• [THE PROBLEM]: Pictures should be left out when the listing below is repeated word for word.

• [MATERIAL SUPPLIED]:
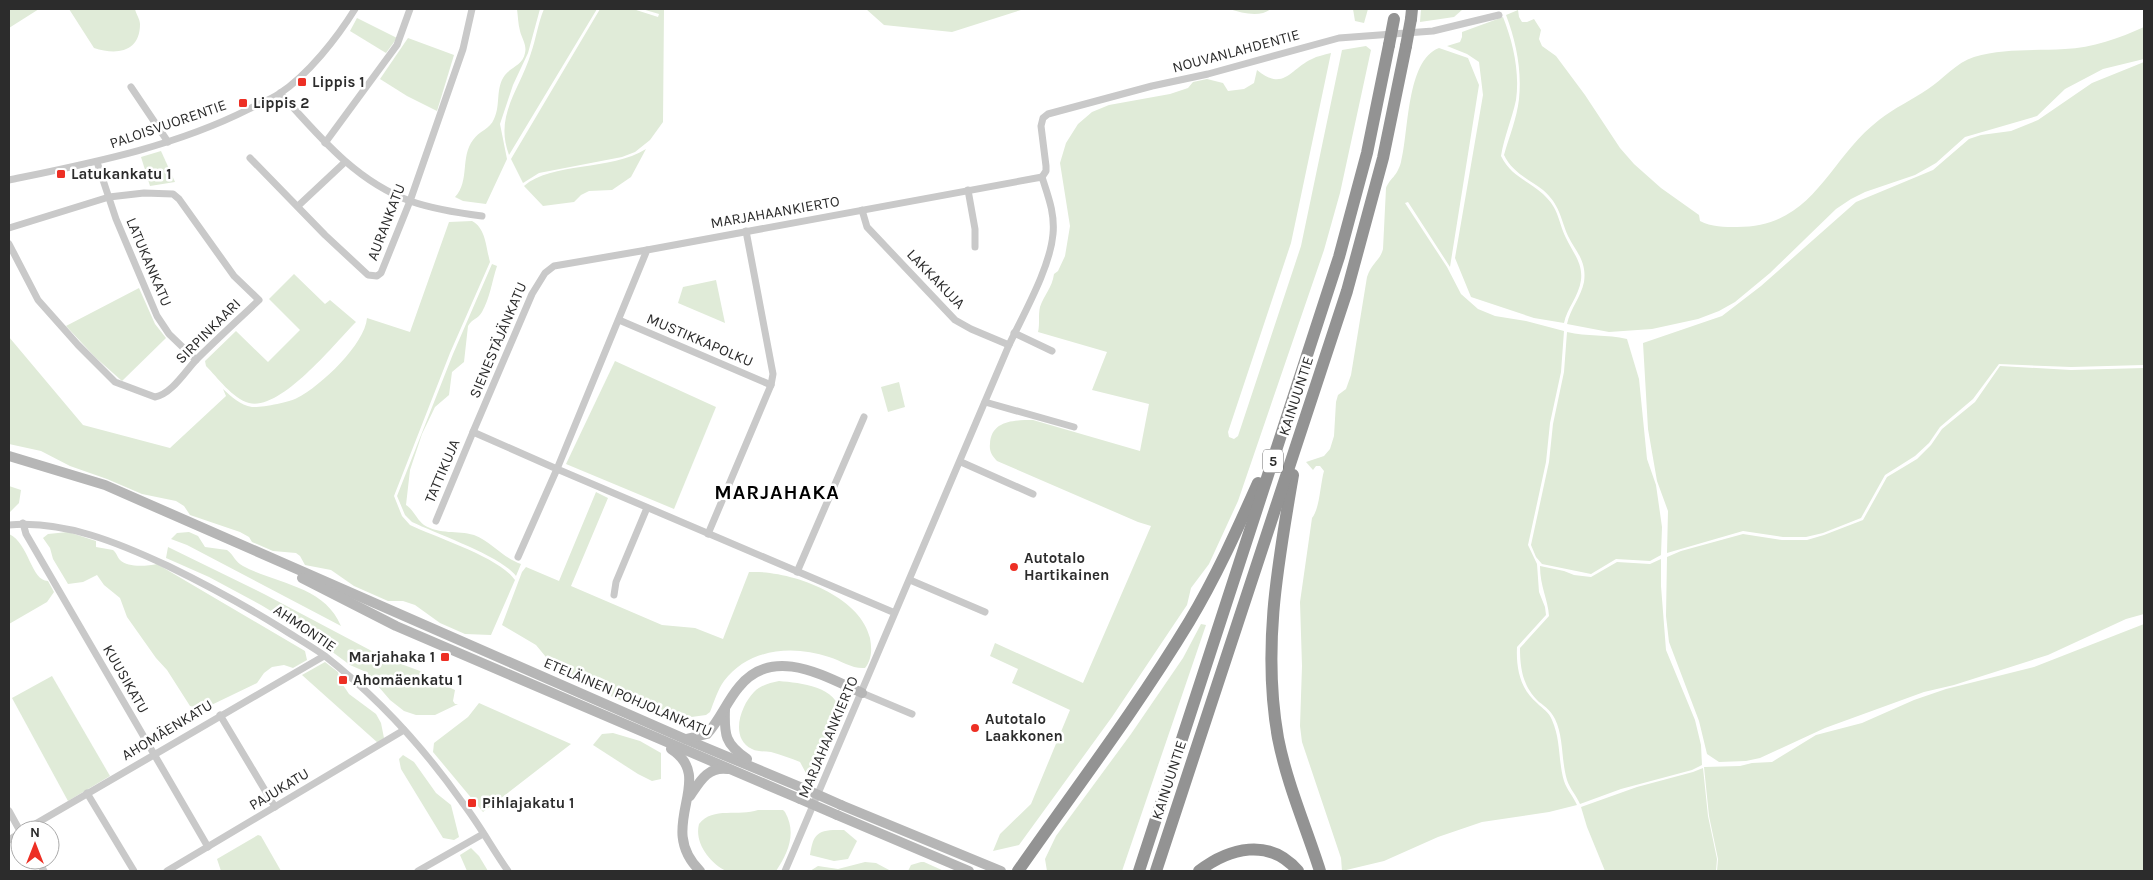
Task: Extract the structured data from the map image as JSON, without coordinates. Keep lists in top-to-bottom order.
{
  "streets": {
    "highway": ["KAINUUNTIE", "5"],
    "main road": ["ETELÄINEN POHJOLANKATU"],
    "street": [
      "NOUVANLAHDENTIE",
      "PALOISVUORENTIE",
      "MARJAHAANKIERTO",
      "AURANKATU",
      "LATUKANKATU",
      "LAKKAKUJA",
      "SIRPINKAARI",
      "SIENESTÄJÄNKATU",
      "MUSTIKKAPOLKU",
      "TATTIKUJA",
      "AHMONTIE",
      "KUUSIKATU",
      "AHOMÄENKATU",
      "PAJUKATU"
    ]
  },
  "crossings": [
    ["NOUVANLAHDENTIE", "MARJAHAANKIERTO"],
    ["PALOISVUORENTIE", "LATUKANKATU"],
    ["MARJAHAANKIERTO", "LAKKAKUJA"],
    ["MARJAHAANKIERTO", "SIENESTÄJÄNKATU"],
    ["LATUKANKATU", "SIRPINKAARI"],
    ["SIENESTÄJÄNKATU", "TATTIKUJA"],
    ["AHMONTIE", "KUUSIKATU"],
    ["AHMONTIE", "AHOMÄENKATU"],
    ["AHMONTIE", "PAJUKATU"],
    ["KUUSIKATU", "AHOMÄENKATU"],
    ["KUUSIKATU", "PAJUKATU"]
  ],
  "districts": ["MARJAHAKA"],
  "places": {
    "transit": [
      "Lippis 1",
      "Lippis 2",
      "Latukankatu 1",
      "Marjahaka 1",
      "Ahomäenkatu 1",
      "Pihlajakatu 1"
    ],
    "other": ["Autotalo Hartikainen", "Autotalo Laakkonen"]
  },
  "north": "top"
}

• [SOLUTION]:
Task: Extract the structured data from the map image as JSON, without coordinates. Keep lists in top-to-bottom order.
{
  "streets": {
    "highway": ["KAINUUNTIE", "5"],
    "main road": ["ETELÄINEN POHJOLANKATU"],
    "street": [
      "NOUVANLAHDENTIE",
      "PALOISVUORENTIE",
      "MARJAHAANKIERTO",
      "AURANKATU",
      "LATUKANKATU",
      "LAKKAKUJA",
      "SIRPINKAARI",
      "SIENESTÄJÄNKATU",
      "MUSTIKKAPOLKU",
      "TATTIKUJA",
      "AHMONTIE",
      "KUUSIKATU",
      "AHOMÄENKATU",
      "PAJUKATU"
    ]
  },
  "crossings": [
    ["NOUVANLAHDENTIE", "MARJAHAANKIERTO"],
    ["PALOISVUORENTIE", "LATUKANKATU"],
    ["MARJAHAANKIERTO", "LAKKAKUJA"],
    ["MARJAHAANKIERTO", "SIENESTÄJÄNKATU"],
    ["LATUKANKATU", "SIRPINKAARI"],
    ["SIENESTÄJÄNKATU", "TATTIKUJA"],
    ["AHMONTIE", "KUUSIKATU"],
    ["AHMONTIE", "AHOMÄENKATU"],
    ["AHMONTIE", "PAJUKATU"],
    ["KUUSIKATU", "AHOMÄENKATU"],
    ["KUUSIKATU", "PAJUKATU"]
  ],
  "districts": ["MARJAHAKA"],
  "places": {
    "transit": [
      "Lippis 1",
      "Lippis 2",
      "Latukankatu 1",
      "Marjahaka 1",
      "Ahomäenkatu 1",
      "Pihlajakatu 1"
    ],
    "other": ["Autotalo Hartikainen", "Autotalo Laakkonen"]
  },
  "north": "top"
}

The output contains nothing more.